By Lynda Williams, Senior medwireNews Reporter
Scientists have detected significant differences in the cytokine and chemokine make up of gingival crevicular fluid (GCF) taken from chronic periodontitis patients with uncontrolled Type 2 diabetes and those without.
“[U]ncontrolled type 2 [diabetes] modulated the local levels of several cyto/chemokines at healthy and diseased sites in favour of a proinflammatory profile,” report Poliana Duarte (Guarulhos University, São Paulo, Brazil) and co-workers in the Journal of Clinical Periodontology.
“These findings may partially explain the greater susceptibility of diabetic subjects to periodontal breakdown.”
The only clinical dental examination characteristic that significantly differed between the 26 patients with Type 2 diabetes that had not responded to treatment and the 20 individuals without diabetes was probing depth; patients with diabetes had significantly deeper full-mouth probing depth than controls, at 3.6 versus 3.3 mm.

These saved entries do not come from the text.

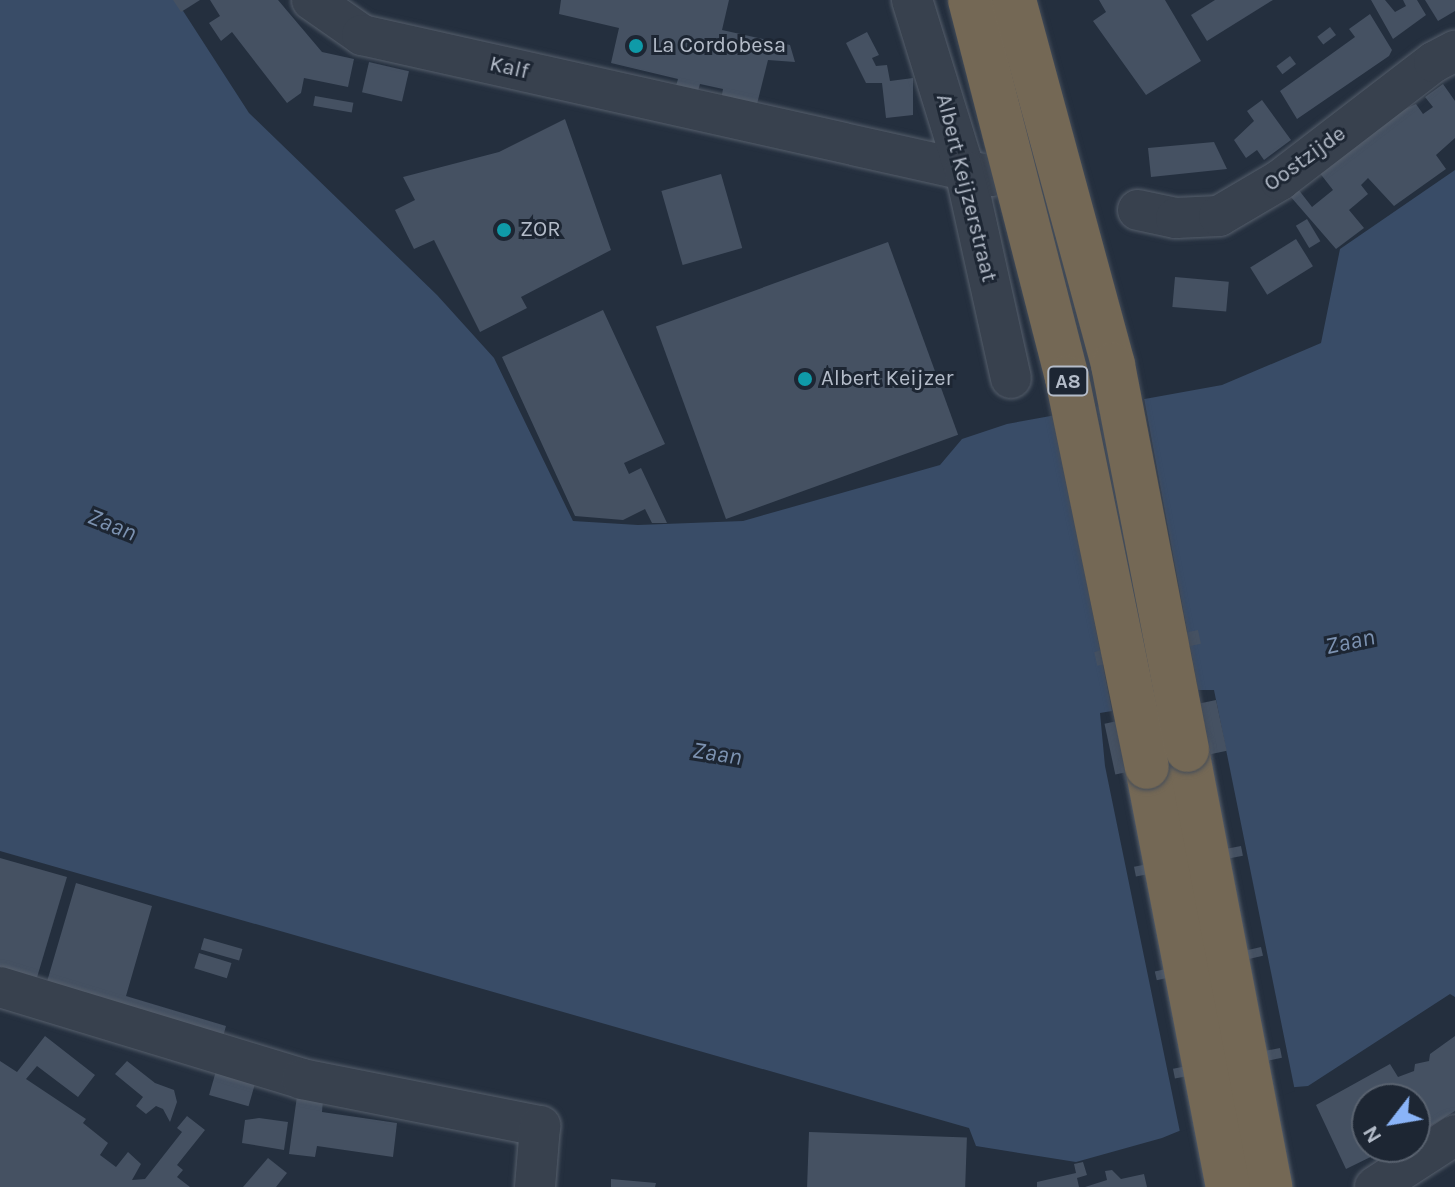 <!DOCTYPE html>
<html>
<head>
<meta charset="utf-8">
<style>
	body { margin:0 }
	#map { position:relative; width:1455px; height:1187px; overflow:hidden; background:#242f3e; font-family:Karla,sans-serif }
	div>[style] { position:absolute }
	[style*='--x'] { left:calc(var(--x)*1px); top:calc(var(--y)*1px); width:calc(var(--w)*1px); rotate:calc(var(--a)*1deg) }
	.water>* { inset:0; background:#394c67 }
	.pier>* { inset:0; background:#242f3e }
	.building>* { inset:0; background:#455162; transform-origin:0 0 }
	.roads { filter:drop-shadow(0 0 2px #565f6c) drop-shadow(0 0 2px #565f6c) }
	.minor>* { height:40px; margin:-20px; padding:0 20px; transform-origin:20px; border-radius:20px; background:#38414e }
	.highway>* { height:44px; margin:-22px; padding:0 22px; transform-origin:22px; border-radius:22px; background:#746855 }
	.bridges { filter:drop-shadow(0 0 2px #434c59) drop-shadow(0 0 2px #434c59) }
	.highway-bridge>* { height:44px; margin:-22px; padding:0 22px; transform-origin:22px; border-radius:22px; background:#746855 }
	.dots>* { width:22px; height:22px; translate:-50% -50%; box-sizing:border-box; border:4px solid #1d2633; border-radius:50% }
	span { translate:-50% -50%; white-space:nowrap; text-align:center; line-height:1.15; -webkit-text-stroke:6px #1d2633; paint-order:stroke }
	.shield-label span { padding:2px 6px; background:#1d2633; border:2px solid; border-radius:6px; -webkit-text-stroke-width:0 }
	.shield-label { font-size:20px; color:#b4bcc9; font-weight:700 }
	.poi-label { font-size:22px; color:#b4bcc9 }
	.left { translate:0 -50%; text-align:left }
	.street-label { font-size:22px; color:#b4bcc9 }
	.water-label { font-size:24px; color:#7c92b1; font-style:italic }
	.north { position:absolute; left:1351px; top:1083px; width:80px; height:80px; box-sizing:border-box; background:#1d2633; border:2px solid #59626f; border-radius:50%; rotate:239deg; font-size:22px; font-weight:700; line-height:32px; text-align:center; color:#b4bcc9 }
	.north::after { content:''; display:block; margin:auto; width:28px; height:36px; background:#8ab4f8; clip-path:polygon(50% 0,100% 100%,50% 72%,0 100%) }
</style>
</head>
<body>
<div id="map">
	<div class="water">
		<i style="clip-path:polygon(0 0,176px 0,249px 113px,437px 295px,494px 358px,573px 521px,638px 525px,743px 521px,940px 465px,962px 439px,1007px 424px,1222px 385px,1321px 343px,1340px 249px,1455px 170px,1455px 997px,1450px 994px,1308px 1086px,1284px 1088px,1162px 1138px,1076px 1162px,976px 1146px,969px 1128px,0 851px)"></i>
	</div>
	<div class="pier">
		<i style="clip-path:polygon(1143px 393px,1198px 690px,1214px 690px,1295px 1091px,1239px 1109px,1099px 401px)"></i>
		<i style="clip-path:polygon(1096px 402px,1235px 1111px,1180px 1132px,1105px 766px,1100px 713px,1112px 711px,1053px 411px)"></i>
	</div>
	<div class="building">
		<i style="clip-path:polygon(173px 0,200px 0,181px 12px)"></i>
		<i style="clip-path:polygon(210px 0,278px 0,322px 52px,354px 59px,348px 87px,304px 78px,301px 93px,287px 103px,232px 32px,221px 41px,209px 23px,220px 16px)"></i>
		<i style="clip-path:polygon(561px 0,729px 0,722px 30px,790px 45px,795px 62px,768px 60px,756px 108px,721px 100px,723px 89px,700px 84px,697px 94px,675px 89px,678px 79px,611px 63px,619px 28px,559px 14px)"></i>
		<i style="clip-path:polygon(1099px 0,1165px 0,1201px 61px,1146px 95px,1093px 21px,1106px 12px)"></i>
		<i style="clip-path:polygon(1215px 0,1273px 0,1207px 41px,1191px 15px)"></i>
		<i style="clip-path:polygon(1371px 0,1385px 0,1395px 12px,1406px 6px,1403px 0,1417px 0,1426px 15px,1393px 39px)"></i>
		<i style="clip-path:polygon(1425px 0,1455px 0,1455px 11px,1438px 21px)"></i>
		<i style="clip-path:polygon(1370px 14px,1392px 50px,1389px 56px,1297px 119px,1280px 91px,1355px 37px,1349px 29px)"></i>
		<i style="left:1330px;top:27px;width:10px;height:16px;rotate:53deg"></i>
		<i style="clip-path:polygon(867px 32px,879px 55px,872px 58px,876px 66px,887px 65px,890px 81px,913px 78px,913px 115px,886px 118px,882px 83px,866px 83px,846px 43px)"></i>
		<i style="left:1290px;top:56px;width:10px;height:17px;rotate:53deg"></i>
		<i style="left:369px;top:62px;width:41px;height:31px;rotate:13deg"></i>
		<i style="clip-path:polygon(1443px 84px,1455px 101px,1455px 138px,1436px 155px,1446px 169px,1394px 206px,1368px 178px,1361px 185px,1368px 194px,1349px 210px,1364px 228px,1336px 249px,1290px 196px,1298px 189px,1312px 207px,1333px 190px,1319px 172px,1403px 110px,1416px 104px,1423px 114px,1433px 107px,1425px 97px)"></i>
		<i style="left:315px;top:96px;width:39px;height:10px;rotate:10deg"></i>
		<i style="clip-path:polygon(1262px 100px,1291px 140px,1264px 160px,1257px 150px,1246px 158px,1234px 140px,1254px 121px,1247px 111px)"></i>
		<i style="clip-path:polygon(565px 119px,611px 250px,521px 297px,527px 308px,480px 332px,434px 240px,414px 249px,395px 210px,415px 200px,403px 177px,499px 152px)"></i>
		<i style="clip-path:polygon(1214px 142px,1227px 169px,1151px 177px,1148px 148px)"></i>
		<i style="left:721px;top:174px;width:77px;height:62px;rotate:74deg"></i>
		<i style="left:1307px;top:219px;width:26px;height:13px;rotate:59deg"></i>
		<i style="left:1296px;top:239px;width:32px;height:54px;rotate:58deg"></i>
		<i style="left:888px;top:242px;width:205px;height:247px;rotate:70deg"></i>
		<i style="left:1175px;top:277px;width:54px;height:30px;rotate:5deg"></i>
		<i style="clip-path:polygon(603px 310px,665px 444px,624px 463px,629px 474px,641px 468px,667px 523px,652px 523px,645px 509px,623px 520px,575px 516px,502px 357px)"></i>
		<i style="left:1198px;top:630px;width:14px;height:106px;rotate:78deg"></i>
		<i style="left:1216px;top:700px;width:52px;height:114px;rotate:78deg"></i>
		<i style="left:1241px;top:846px;width:10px;height:109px;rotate:79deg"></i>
		<i style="clip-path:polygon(0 858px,67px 877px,35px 984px,0 973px)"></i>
		<i style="clip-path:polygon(76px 883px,152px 906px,126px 996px,226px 1026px,220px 1047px,46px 985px)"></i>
		<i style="left:204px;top:938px;width:40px;height:12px;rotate:16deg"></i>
		<i style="left:1261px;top:947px;width:9px;height:109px;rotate:77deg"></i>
		<i style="left:199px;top:953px;width:34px;height:16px;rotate:17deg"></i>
		<i style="clip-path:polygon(45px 1036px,95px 1075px,78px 1097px,37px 1066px,26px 1079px,86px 1119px,83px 1123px,108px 1143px,100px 1155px,116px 1167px,128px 1152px,141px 1164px,132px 1180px,145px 1179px,182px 1132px,177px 1128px,187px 1116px,205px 1130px,177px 1165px,183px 1170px,177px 1177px,190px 1187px,0 1187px,0 1061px,17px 1072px)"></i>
		<i style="clip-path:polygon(1455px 1036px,1455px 1111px,1415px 1135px,1415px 1099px,1367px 1099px,1367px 1147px,1391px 1147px,1346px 1169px,1316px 1105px,1390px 1064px,1398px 1077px,1414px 1071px,1415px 1064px,1429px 1061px,1430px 1054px)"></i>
		<i style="left:1280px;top:1048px;width:10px;height:109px;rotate:79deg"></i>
		<i style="clip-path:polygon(127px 1061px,155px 1083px,174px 1090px,177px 1102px,170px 1122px,163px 1109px,156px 1106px,146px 1114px,136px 1106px,143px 1097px,115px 1074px)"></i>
		<i style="left:216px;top:1071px;width:41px;height:25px;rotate:16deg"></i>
		<i style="clip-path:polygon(297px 1096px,323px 1100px,322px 1112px,397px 1123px,393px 1157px,317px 1146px,315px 1157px,289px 1154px)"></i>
		<i style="clip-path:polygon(259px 1118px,288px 1122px,284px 1150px,242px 1143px,245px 1120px)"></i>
		<i style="left:809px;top:1132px;width:158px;height:55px;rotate:2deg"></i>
		<i style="clip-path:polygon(268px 1158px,287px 1173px,276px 1187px,243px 1187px)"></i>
		<i style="clip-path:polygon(1083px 1162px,1087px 1175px,1077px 1178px,1079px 1187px,1037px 1187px,1037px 1182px,1076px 1173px,1074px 1164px)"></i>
		<i style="clip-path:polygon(1112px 1170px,1121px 1179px,1144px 1174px,1147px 1187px,1085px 1187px,1107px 1180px,1105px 1171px)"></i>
		<i style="clip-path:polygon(611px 1179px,656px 1183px,655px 1187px,611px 1187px)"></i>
	</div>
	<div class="roads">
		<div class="minor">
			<i style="--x:312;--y:0;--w:61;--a:35"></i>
			<i style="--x:362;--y:35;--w:645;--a:12.63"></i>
			<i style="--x:912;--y:0;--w:179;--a:72.8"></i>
			<i style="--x:965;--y:171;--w:212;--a:77.5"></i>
			<i style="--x:1138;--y:210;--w:39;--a:12"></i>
			<i style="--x:1176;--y:218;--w:43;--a:-2.7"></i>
			<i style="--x:1219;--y:216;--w:71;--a:-30.5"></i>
			<i style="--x:1280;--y:180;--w:194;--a:-37.5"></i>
			<i style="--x:1434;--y:62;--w:24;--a:-28"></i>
			<i style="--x:0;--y:987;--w:316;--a:16.9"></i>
			<i style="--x:302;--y:1079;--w:243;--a:11.2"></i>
			<i style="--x:540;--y:1126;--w:61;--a:94.7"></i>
			<i style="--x:1375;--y:1187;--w:95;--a:-33"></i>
		</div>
		<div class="highway">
			<i style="--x:1187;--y:750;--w:445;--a:79.2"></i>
			<i style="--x:1147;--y:767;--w:428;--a:79.1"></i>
		</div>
	</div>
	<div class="bridges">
		<div class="highway-bridge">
			<i style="--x:970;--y:0;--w:390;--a:75.6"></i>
			<i style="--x:1067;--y:378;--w:397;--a:78.4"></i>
			<i style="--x:1014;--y:0;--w:378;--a:74.8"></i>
			<i style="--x:1113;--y:365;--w:392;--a:79.1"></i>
		</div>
	</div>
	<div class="dots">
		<i style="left:636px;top:46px;background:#0f9aa8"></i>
		<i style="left:504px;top:230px;background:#0f9aa8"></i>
		<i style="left:805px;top:379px;background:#0f9aa8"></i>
	</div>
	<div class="shield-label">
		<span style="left:1068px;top:381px">A8</span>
	</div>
	<div class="poi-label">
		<span class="left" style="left:652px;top:46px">La Cordobesa</span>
		<span class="left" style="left:520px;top:230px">ZOR</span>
		<span class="left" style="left:821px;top:379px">Albert Keijzer</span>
	</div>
	<div class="street-label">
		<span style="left:509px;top:68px;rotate:13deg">Kalf</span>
		<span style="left:1305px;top:159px;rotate:-36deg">Oostzijde</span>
		<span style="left:966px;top:188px;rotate:76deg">Albert Keijzerstraat</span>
	</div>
	<div class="water-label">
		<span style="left:112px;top:525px;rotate:22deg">Zaan</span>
		<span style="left:1350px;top:642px;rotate:-12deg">Zaan</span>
		<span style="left:717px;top:754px;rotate:9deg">Zaan</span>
	</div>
	<div class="north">N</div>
</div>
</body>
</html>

However, GCF samples taken at healthy sites from patients with diabetes had significantly higher levels than controls of eotaxin, macrophage inflammatory protein (MIP)-1α, granulocyte–macrophage-colony stimulating factor (GM-CSF), interleukin (IL)-6, tumor necrosis factor (TNF)-α, and IL-12, after adjusting for multiple comparisons.
Patients with diabetes also had a trend toward higher levels of IL-7, IL-8, and granulocyte- colony stimulating factor, but lower concentrations of IL-2 and IL-10, an important anti-inflammatory cytokine.
Diabetes patients also had significantly higher levels at diseased sites of eotaxin, , MIP-1α, GM-CSF, IL-6, TNF-α, and IL-12 than controls, with a tendency toward higher levels of IL-8 and lower levels of IL-2 and IL-10.
While acknowledging the limited study size, Duarte et al suggest: “Together, these findings may suggest the role of hyperglycemia in intensifying the periodontal immunoinflammatory responses by increasing the levels of relevant proinflammatory markers in the presence as well as absence of disease.
“It is hypothesized that the imbalance in the levels of pro- and anti-inflammatory mediators at healthy sites may be a risk for future periodontal breakdown, as soon as bacterial challenge begins.”